Strindbergs Miene war undurchdringlich. Er bot ihr einen Platz an. “Warum setzen wir uns nicht erst einmal? Dann können wir sämtliche Details des Testaments deiner Eltern miteinander durchsprechen.” Er warf ihr einen merkwürdigen Blick zu. “Eine Klausel dürfte dich auch in Bezug auf den Verkauf des Söderhus interessieren. Aber machen wir es uns doch zunächst ein bisschen bequem. Möchtest du vielleicht einen Tee oder einen Kaffee?”

“Nein, danke”, winkte Katrina ab und setzte sich. Sie musterte den Anwalt argwöhnisch. “Von was für einer Klausel sprechen wir bitte?”

“Nun, was das Testament deiner Eltern betrifft, so haben deine Mutter und dein Vater dich natürlich zur Alleinerbin bestimmt.”

Erleichtert lehnte sie sich in ihrem Besuchersessel zurück. Dann war ja alles in Ordnung. Für einen kleinen Moment hatte sie gefürchtet, dass es Probleme geben könnte.

“Nur insofern es einen Verkauf des Grundstücks und des Hauses betrifft, gibt es eine winzige Einschränkung.”

Katrina setzte sich auf.

“Es handelt sich im Grunde lediglich um eine kleine Formalität”, fuhr Strindberg mit einem hintergründigen Lächeln fort. “Alles, was du tun musst, ist, sechzig Tage im Söderhus zu wohnen. Danach kannst du mit deinem Erbe anfangen, was immer dir beliebt.”

2. KAPITEL

Wütend hieb Katrina mit der Faust auf das Lenkrad des Toyotas, der noch immer vor dem blauen Haus am Ende des Gamlavägen stand. Sie war viel zu durcheinander, um jetzt zu fahren. Wahrscheinlich würde sie einen Unfall verursachen, ehe sie auch nur hundert Meter hinter sich gebracht hatte.
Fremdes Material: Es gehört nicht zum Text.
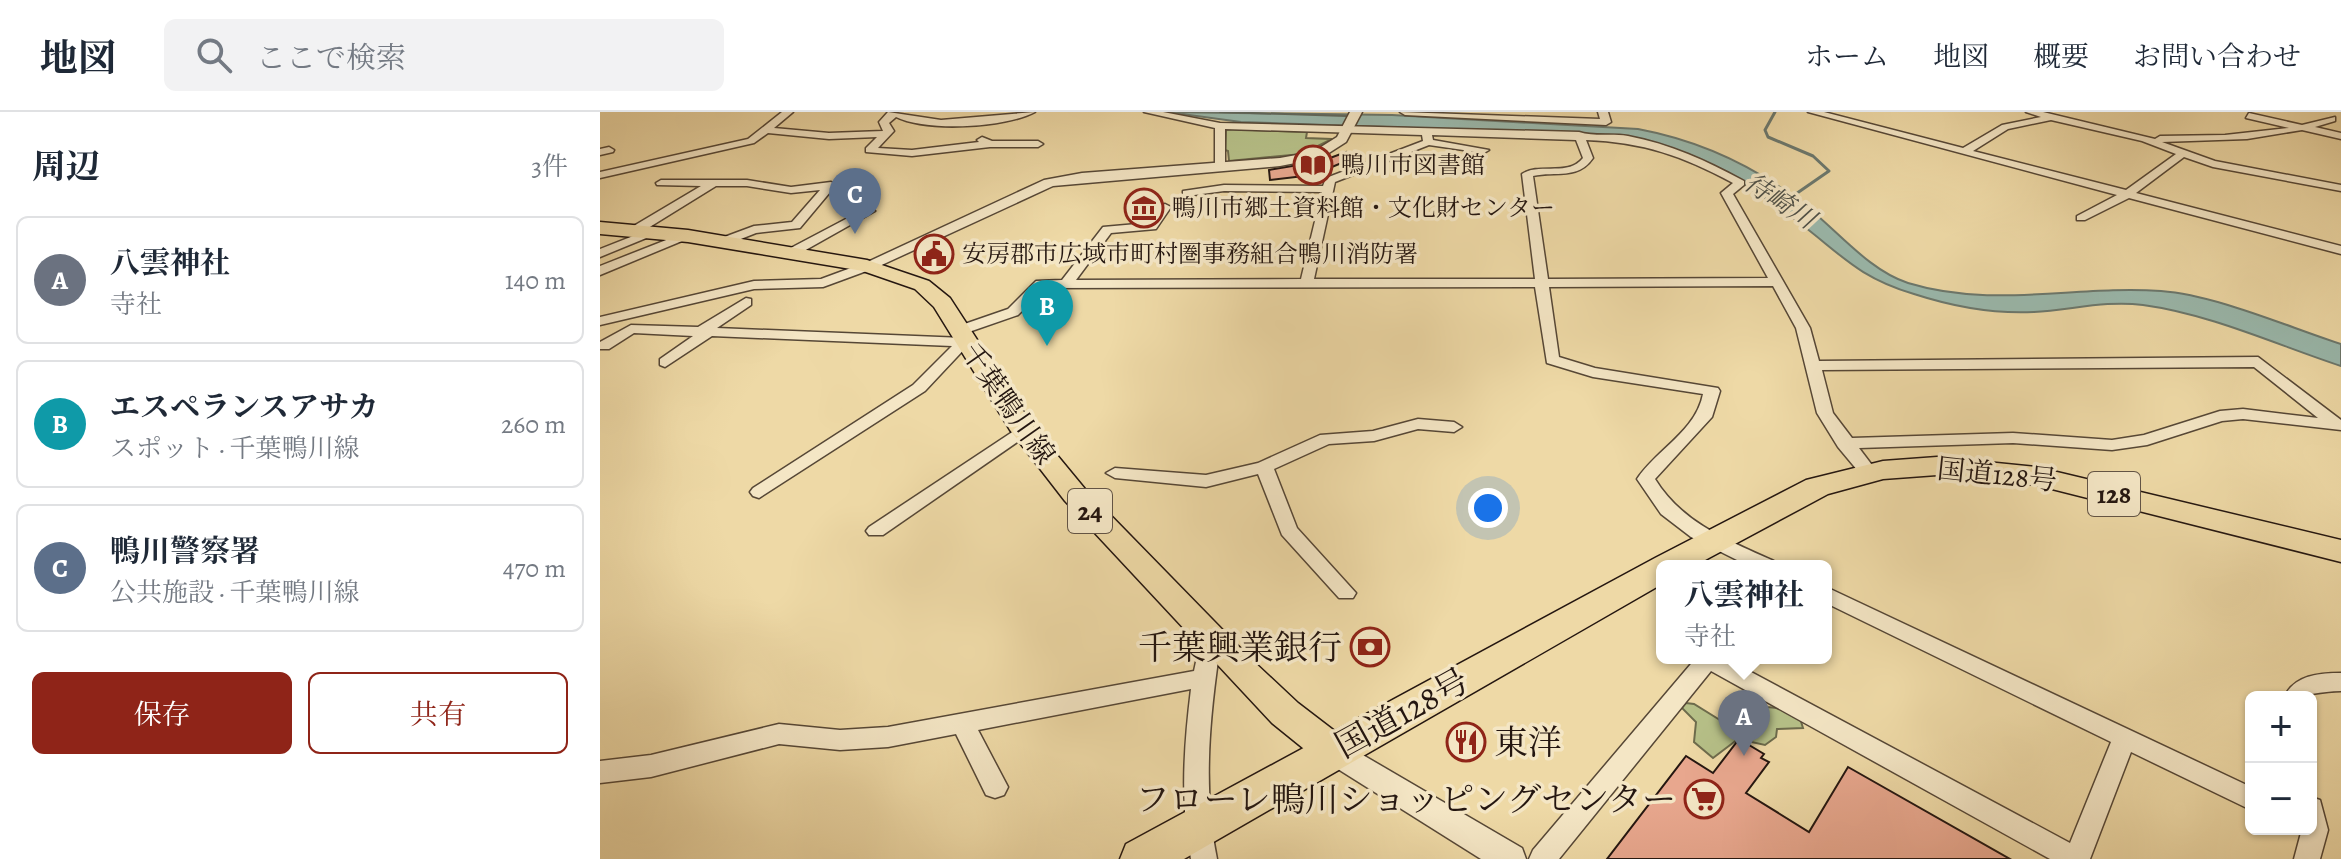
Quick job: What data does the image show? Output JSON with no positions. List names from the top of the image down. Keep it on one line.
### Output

Sie schloss die Augen und massierte ihre Schläfen mit den Fingerspitzen. Das konnte nicht wahr sein. Das durfte einfach nicht wahr sein!

Sechzig Tage.

Als Torben Strindberg sie vorhin über die Klausel im Testament ihrer Eltern in Kenntnis gesetzt hatte, war es ihr zunächst wie ein böser Traum vorgekommen. Sie sollte sechzig Tage am Stück im Söderhus wohnen, um es danach verkaufen zu dürfen? Wer, um Himmels willen, kam auf so eine Idee?

Verflixt, was hatten ihre Eltern sich nur wieder dabei gedacht? Wann würden diese ewigen Einmischungen endlich aufhören?

Ganz offensichtlich hielt nicht einmal der Tod Cynthia und Kristof Hallström davon ab, ihrer Tochter vorschreiben zu wollen, wie sie ihr Leben zu führen hatte. Selbst posthum mussten sie ihren Willen noch durchsetzen!

Genau das war der Grund, weshalb sie es damals nicht mehr in Kronsfjället ausgehalten hatte. Sie war sich vorgekommen wie der sprichwörtliche Vogel im goldenen Käfig, der alles bekam, was er sich wünschte – abgesehen von seiner Freiheit.

Kurz nach ihrem neunzehnten Geburtstag war es dann zum großen Krach gekommen, den Katrina zum Anlass nahm, ihre Koffer zu packen und ihr Zuhause zu verlassen.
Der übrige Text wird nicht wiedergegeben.